第6話 巣穴掃討作戦

窪地に到着すると三人は荷を下ろし準備に係る。窪地は入口から30m程の所にあり、木の隙間から入口前の様子がどうにか観察できた。ミリーアとシャルが少し移動して弓持ちの位置を確認する。


弓を持ったゴブリンが入口の上に生えている左右2本の木に簡単な櫓を組んで何となく見張りをしている。何となくと言うのは、見張りと言うよりは遠くの景色を見ている様に見えるからだ。しかも1体は少し眠そうだ。多分あまり脅威が来る事がないのだろう。


二人がひそひそと話をする。

「周りの木も邪魔でなかなか厄介な所にいるわね。窪地からは櫓の端しか見えなかったわ。」

「そうなんだよな。でも上から狙われるのは勘弁だから何とか頼むぜ。」

入口付近では槍持ちが入口の付近で槍を支えの様に立っており、ショートソード持ちが前衛を務めていた。それを確認してミリーアがシャルに悩まし気な顔を向ける。

「なんにせよ、やるしかない。準備しましょ。」


二人はある程度身を隠せてできるだけ巣穴に近い場所を探し、そこを作戦の開始場所とした。2人で窪地に戻ると、ミリーアが麻袋からいくつか道具を取り出す。一抱えもありそうな古布が巻かれた塊4つ、リンゴより二回りほど大きな炸裂玉が2つ、矢が5本。


「炸裂玉があったのはラッキーだったわ。」

独り言を言いながら炸裂玉をミリーアの腰裏のサイドパックに納める。さらに3本の矢を取って腰ベルトにはさむ。それ以外を手に持って窪地から櫓近くの作戦開始場所へと移動し、手に持っていた物を地面に落とした。
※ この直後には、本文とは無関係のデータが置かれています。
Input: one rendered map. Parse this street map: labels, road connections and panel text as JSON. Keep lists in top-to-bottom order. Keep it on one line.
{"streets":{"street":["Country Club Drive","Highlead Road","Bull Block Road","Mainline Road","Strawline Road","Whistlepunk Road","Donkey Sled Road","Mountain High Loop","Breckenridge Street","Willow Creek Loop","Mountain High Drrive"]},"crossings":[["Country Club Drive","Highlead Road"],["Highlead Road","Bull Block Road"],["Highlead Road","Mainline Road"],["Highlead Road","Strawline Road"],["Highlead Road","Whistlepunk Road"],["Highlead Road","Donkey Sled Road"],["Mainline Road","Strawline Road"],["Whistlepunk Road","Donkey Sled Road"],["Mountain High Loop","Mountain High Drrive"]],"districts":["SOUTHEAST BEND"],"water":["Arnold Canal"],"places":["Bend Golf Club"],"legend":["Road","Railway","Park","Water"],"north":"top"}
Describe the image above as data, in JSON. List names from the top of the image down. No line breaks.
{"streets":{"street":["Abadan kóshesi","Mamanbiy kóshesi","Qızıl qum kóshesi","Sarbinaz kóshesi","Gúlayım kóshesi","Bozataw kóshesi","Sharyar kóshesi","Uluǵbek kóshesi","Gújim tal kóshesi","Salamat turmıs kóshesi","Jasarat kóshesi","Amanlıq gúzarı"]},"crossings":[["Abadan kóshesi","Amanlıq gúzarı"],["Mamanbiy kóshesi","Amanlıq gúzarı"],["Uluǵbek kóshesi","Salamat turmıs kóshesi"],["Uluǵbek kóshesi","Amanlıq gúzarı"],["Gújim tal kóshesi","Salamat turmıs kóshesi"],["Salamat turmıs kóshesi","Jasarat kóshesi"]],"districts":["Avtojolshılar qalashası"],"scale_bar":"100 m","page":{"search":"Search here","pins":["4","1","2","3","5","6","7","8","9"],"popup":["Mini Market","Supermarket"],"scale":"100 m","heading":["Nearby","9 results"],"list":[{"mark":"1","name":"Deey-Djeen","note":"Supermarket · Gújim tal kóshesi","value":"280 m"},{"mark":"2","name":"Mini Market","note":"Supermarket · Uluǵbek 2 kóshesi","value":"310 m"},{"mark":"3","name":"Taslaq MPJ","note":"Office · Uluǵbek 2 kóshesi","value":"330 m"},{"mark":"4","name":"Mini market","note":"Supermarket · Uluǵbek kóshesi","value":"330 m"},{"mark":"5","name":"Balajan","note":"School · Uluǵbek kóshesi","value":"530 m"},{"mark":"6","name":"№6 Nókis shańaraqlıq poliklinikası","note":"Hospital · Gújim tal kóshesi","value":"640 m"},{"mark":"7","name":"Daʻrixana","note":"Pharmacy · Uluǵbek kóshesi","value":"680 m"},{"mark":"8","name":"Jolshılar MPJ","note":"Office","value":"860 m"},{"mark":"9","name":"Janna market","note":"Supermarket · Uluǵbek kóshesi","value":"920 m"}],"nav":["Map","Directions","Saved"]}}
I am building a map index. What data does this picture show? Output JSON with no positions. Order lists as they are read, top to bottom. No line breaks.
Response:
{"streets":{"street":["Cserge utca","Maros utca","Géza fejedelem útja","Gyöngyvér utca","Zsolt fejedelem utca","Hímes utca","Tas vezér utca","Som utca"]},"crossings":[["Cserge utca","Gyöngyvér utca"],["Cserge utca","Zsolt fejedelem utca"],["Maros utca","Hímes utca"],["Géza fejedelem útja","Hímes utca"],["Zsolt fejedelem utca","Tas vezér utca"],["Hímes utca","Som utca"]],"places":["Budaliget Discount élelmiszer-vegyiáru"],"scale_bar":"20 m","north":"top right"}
シャルとエドもそれぞれ不要な荷物を置いてミリーアの近くに移動し、武器を構える。エドはアックスの尖った柄尻を前に突き出し、刃を抱える様に持っている。重心を体に移し走りやすい体勢にする工夫だ。シャルも走りやすい様に剣を逆手に構えると、巣穴に戻るゴブリンがいないか背後を警戒する。


「準備オッケーね。」

そう言うとミリーアは全員に強化魔法を掛けるために呪文を唱える。それが終わるとイリュージョンクラフトの呪文を唱え、手から二頭の薄く光る蝶を作り出す。蝶は手から離れ弓持ちゴブリンの居る櫓の方へと羽ばたき飛んで行った。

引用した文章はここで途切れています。